-- What is expected --
Among the entries below, count the lines that contain the word "Nationale". Respond with the count only.

-- Extracted material --

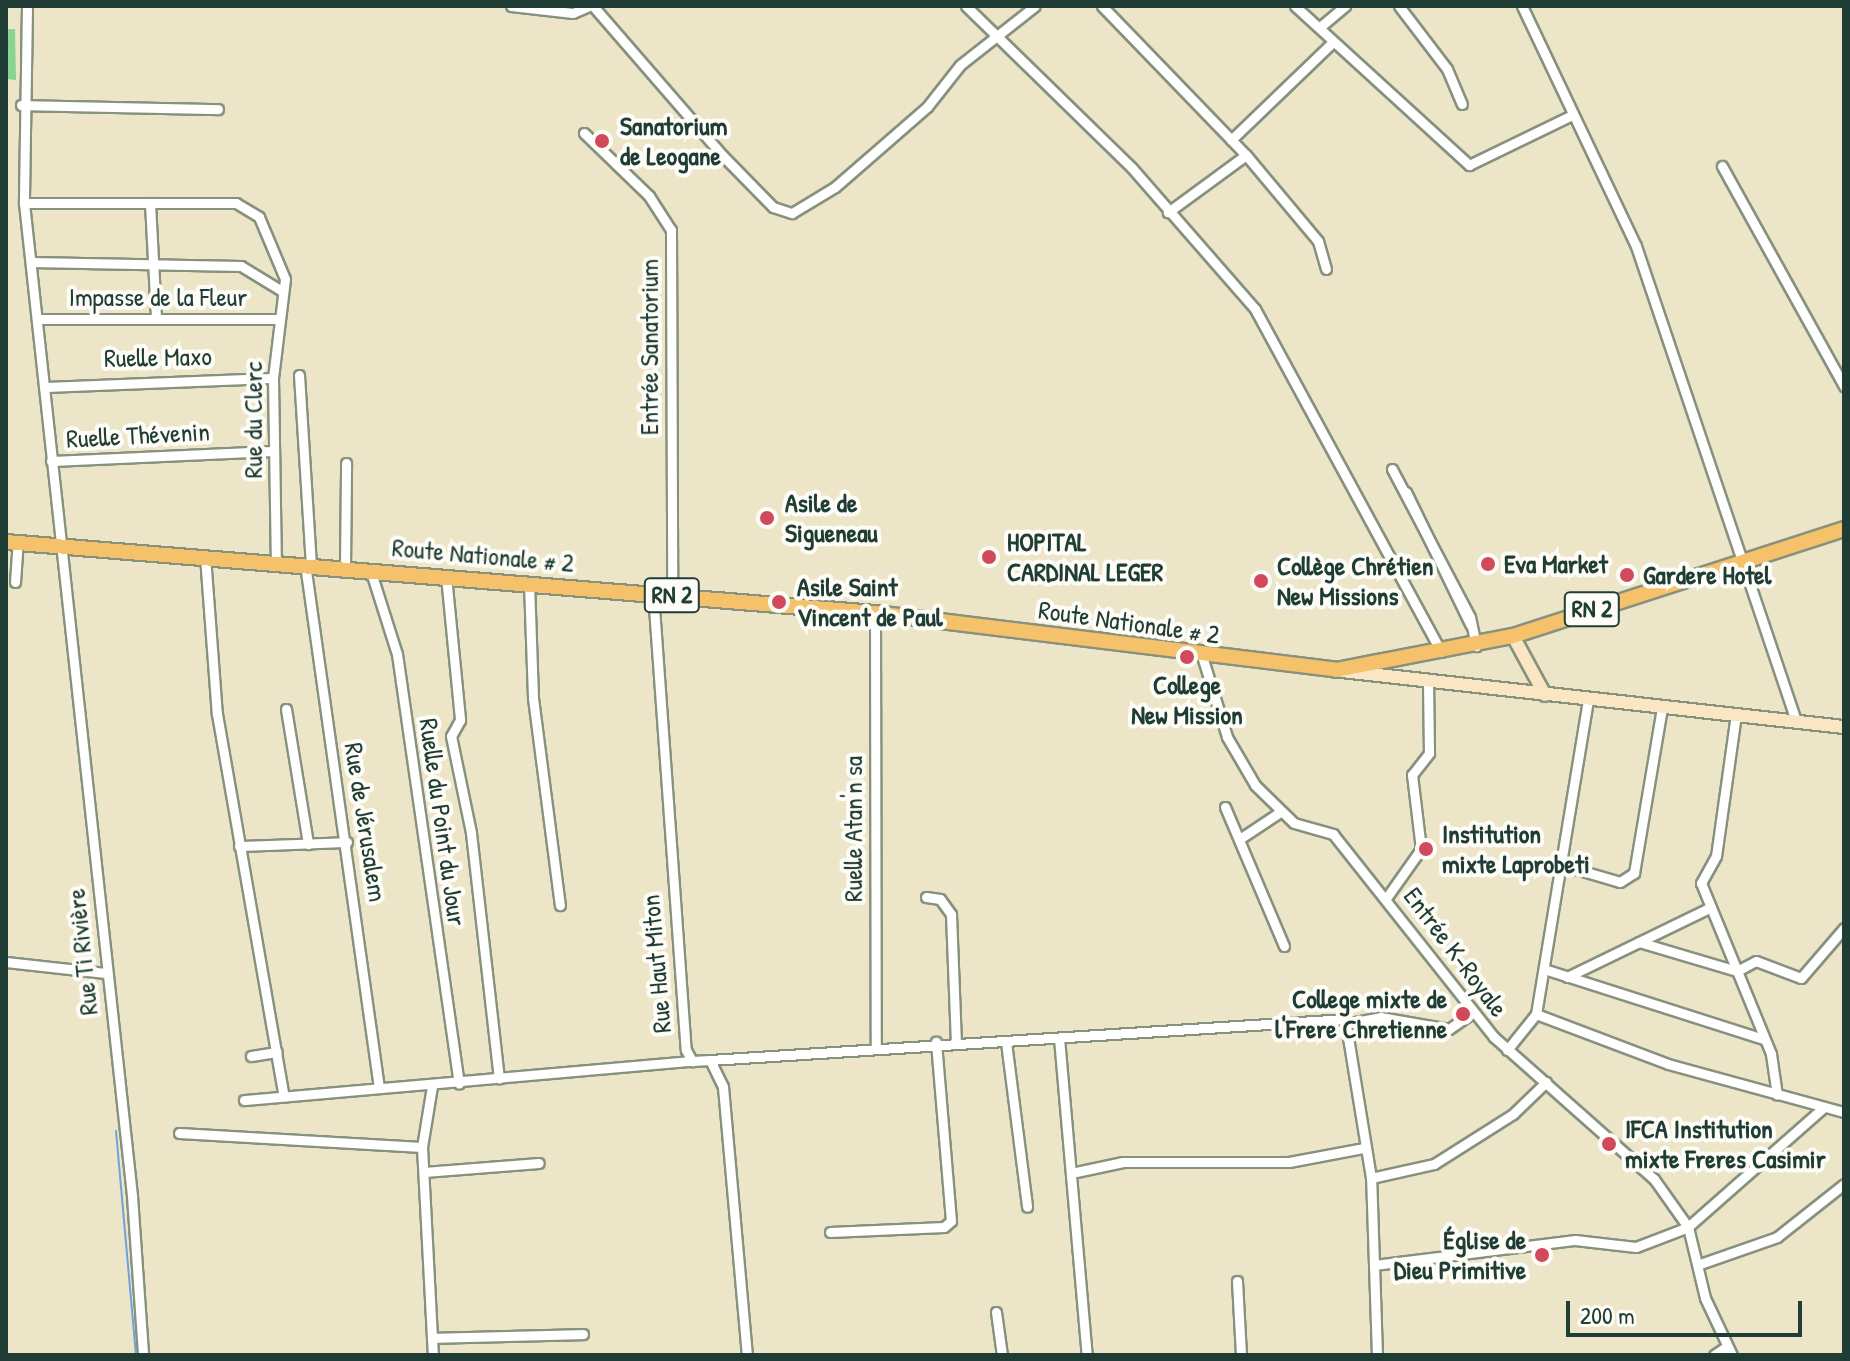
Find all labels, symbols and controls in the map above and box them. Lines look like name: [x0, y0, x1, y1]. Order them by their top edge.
place label: Sanatorium de Leogane: [620, 110, 727, 172]
marker: Sanatorium de Leogane: [591, 130, 613, 152]
street label: Entrée Sanatorium: [633, 259, 665, 435]
street label: Impasse de la Fleur: [69, 281, 247, 313]
street label: Ruelle Maxo: [104, 340, 212, 374]
street label: Rue du Clerc: [237, 362, 269, 478]
street label: Ruelle Thévenin: [65, 416, 211, 454]
place label: Asile de Sigueneau: [785, 487, 878, 548]
marker: Asile de Sigueneau: [756, 507, 778, 529]
place label: HOPITAL CARDINAL LEGER: [1007, 526, 1163, 588]
street label: Route Nationale # 2: [391, 532, 575, 578]
marker: HOPITAL CARDINAL LEGER: [978, 546, 1000, 568]
place label: Eva Market: [1504, 548, 1608, 580]
place label: Collège Chrétien New Missions: [1277, 550, 1434, 612]
marker: Eva Market: [1479, 555, 1497, 573]
place label: Gardere Hotel: [1643, 559, 1771, 591]
marker: Gardere Hotel: [1618, 566, 1636, 584]
place label: Asile Saint Vincent de Paul: [797, 571, 943, 632]
marker: Collège Chrétien New Missions: [1252, 572, 1270, 590]
road number: RN 2: [642, 575, 702, 615]
road number: RN 2: [1562, 589, 1622, 629]
marker: Asile Saint Vincent de Paul: [768, 591, 790, 613]
street label: Route Nationale # 2: [1036, 594, 1222, 650]
marker: College New Mission: [1178, 648, 1196, 666]
place label: College New Mission: [1131, 669, 1243, 730]
street label: Ruelle du Point du Jour: [413, 716, 473, 928]
street label: Rue de Jérusalem: [338, 740, 394, 904]
street label: Ruelle Atan'n sa: [837, 756, 869, 902]
place label: Institution mixte Laprobeti: [1442, 818, 1590, 880]
marker: Institution mixte Laprobeti: [1417, 840, 1435, 858]
street label: Entrée K-Royale: [1397, 881, 1515, 1023]
street label: Rue Ti Rivière: [60, 887, 104, 1017]
street label: Rue Haut Miton: [634, 894, 678, 1034]
place label: College mixte de l'Frere Chretienne: [1275, 983, 1447, 1044]
marker: College mixte de l'Frere Chretienne: [1454, 1005, 1472, 1023]
place label: IFCA Institution mixte Freres Casimir: [1625, 1113, 1826, 1174]
marker: IFCA Institution mixte Freres Casimir: [1600, 1135, 1618, 1153]
place label: Église de Dieu Primitive: [1394, 1224, 1526, 1286]
marker: Église de Dieu Primitive: [1533, 1246, 1551, 1264]
scale bar: [1570, 1285, 1806, 1335]
text: 200 m: [1580, 1299, 1635, 1331]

-- Response to the task --
2